Father Eamonn McLaughlin was speaking at a special Mass at St Eunan’s Cathedral in Letterkenny on Sunday for families bereaved through suicide.
And he told the congregation that when people had problems with their eyes, they went to an optician – and people feeling down and depressed should go to someone for help.
Fr McLaughlin also condemned the abuse of children, accusing the church of failing to handle the issue properly.
He told people contemplating taking their own lives that “life will be darker and more painful without you.”
He went on: “Over the last five months of my being here in Letterkenny I have encountered on an almost daily basis someone talking about suicide.
“As Christians we cannot allow ourselves to breath in the air of hopelessness
“Even the smell of slurry is better than the odour of doom and gloom.”
He said Irish society needed a ‘spring clean’.
“We must let the fresh air of honesty and courage fill our lungs,” said Fr McLaughlin.
He said he had asked people affected by suicide for advice before the Mass.
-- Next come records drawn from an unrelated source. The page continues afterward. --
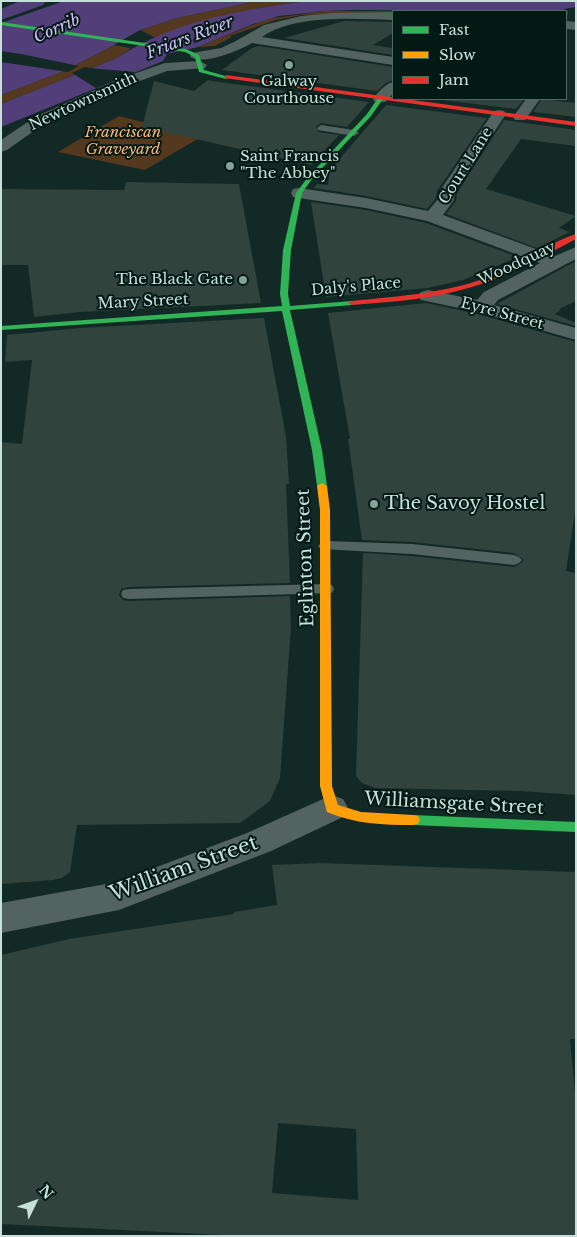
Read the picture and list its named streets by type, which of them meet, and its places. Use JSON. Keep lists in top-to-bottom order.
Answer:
{
  "streets": {
    "main road": [
      "Woodquay",
      "Daly's Place",
      "Mary Street",
      "Eglinton Street",
      "Williamsgate Street"
    ],
    "street": [
      "Newtownsmith",
      "Court Lane",
      "Eyre Street",
      "William Street"
    ]
  },
  "crossings": [
    ["Woodquay", "Daly's Place"],
    ["Woodquay", "Eyre Street"],
    ["Daly's Place", "Mary Street"],
    ["Daly's Place", "Eyre Street"],
    ["Daly's Place", "Eglinton Street"],
    ["Mary Street", "Eglinton Street"],
    ["Eglinton Street", "Williamsgate Street"],
    ["Eglinton Street", "William Street"],
    ["Williamsgate Street", "William Street"]
  ],
  "water": ["Corrib", "Friars River"],
  "parks": ["Franciscan Graveyard"],
  "places": [
    "Galway Courthouse",
    "Saint Francis \"The Abbey\"",
    "The Black Gate",
    "The Savoy Hostel"
  ],
  "legend": ["Fast", "Slow", "Jam"],
  "north": "top right"
}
One person told him to advise parents to tell their children they loved them, saying this was better than giving them material possessions.
“You can lavish them with all the gifts you want and this may be your way of showing your love but please tell them,” said the priest.
He said children should do the same to their parents.
Fr McLaughlin said another person who had contemplated suicide had warned of the dangers of alchohol and drug abuse.
“They are not your friends,” he said.
“They will only pick you up and slam you down. This was someone who was at death’s door who gave us this advise.”
He said there should be no ‘glorifying’ at a funeral Mass for someone who has taken their own life.
Fr McLaughlin said someone asked him what he had to say about suicide and clerical abuse.
He said he was ‘grinding his teeth in anger’ – but not at the person who had asked the question but at those who had abused children.
“I was angry at how the abuse had been pathetically handled in the Church and in the State.
“Is it not too late to say something now?” he asked.
“In a sense it is because the damage has been done. Innocent defenceless lives have been forever marked by the evil actions of perpetrators.
“Any trust that may have been there is long shattered.
“We cannot sweep abuse under the carpet; lives are at stake and we must learn from the past and move forward.
“As a memorial exists in Germany today as a reminder of the Shoa (holocaust) so too we as a church and a nation should have a memorial to our children and youth who were abused in our country so that we never forget such atrocities and more importantly never ever repeat them again.”
Families bereaved through suicide were among those attending the Mass.
“The Church has had to face up to its horrific past and it was shamefully and unfortunately made to do so, all the while kicking and screaming until it got its act together and came up to the standards that it has today.
“While the Church today is a safe place for children we must always be very vigilant. It can always be safer; society has to do the same,” he said.
Fr McLaughlin said he was dealing with people who had threatened suicide “on almost a daily basis.”
He called on people not to take their own lives and said the HSE and society “could do a great deal more” to help people.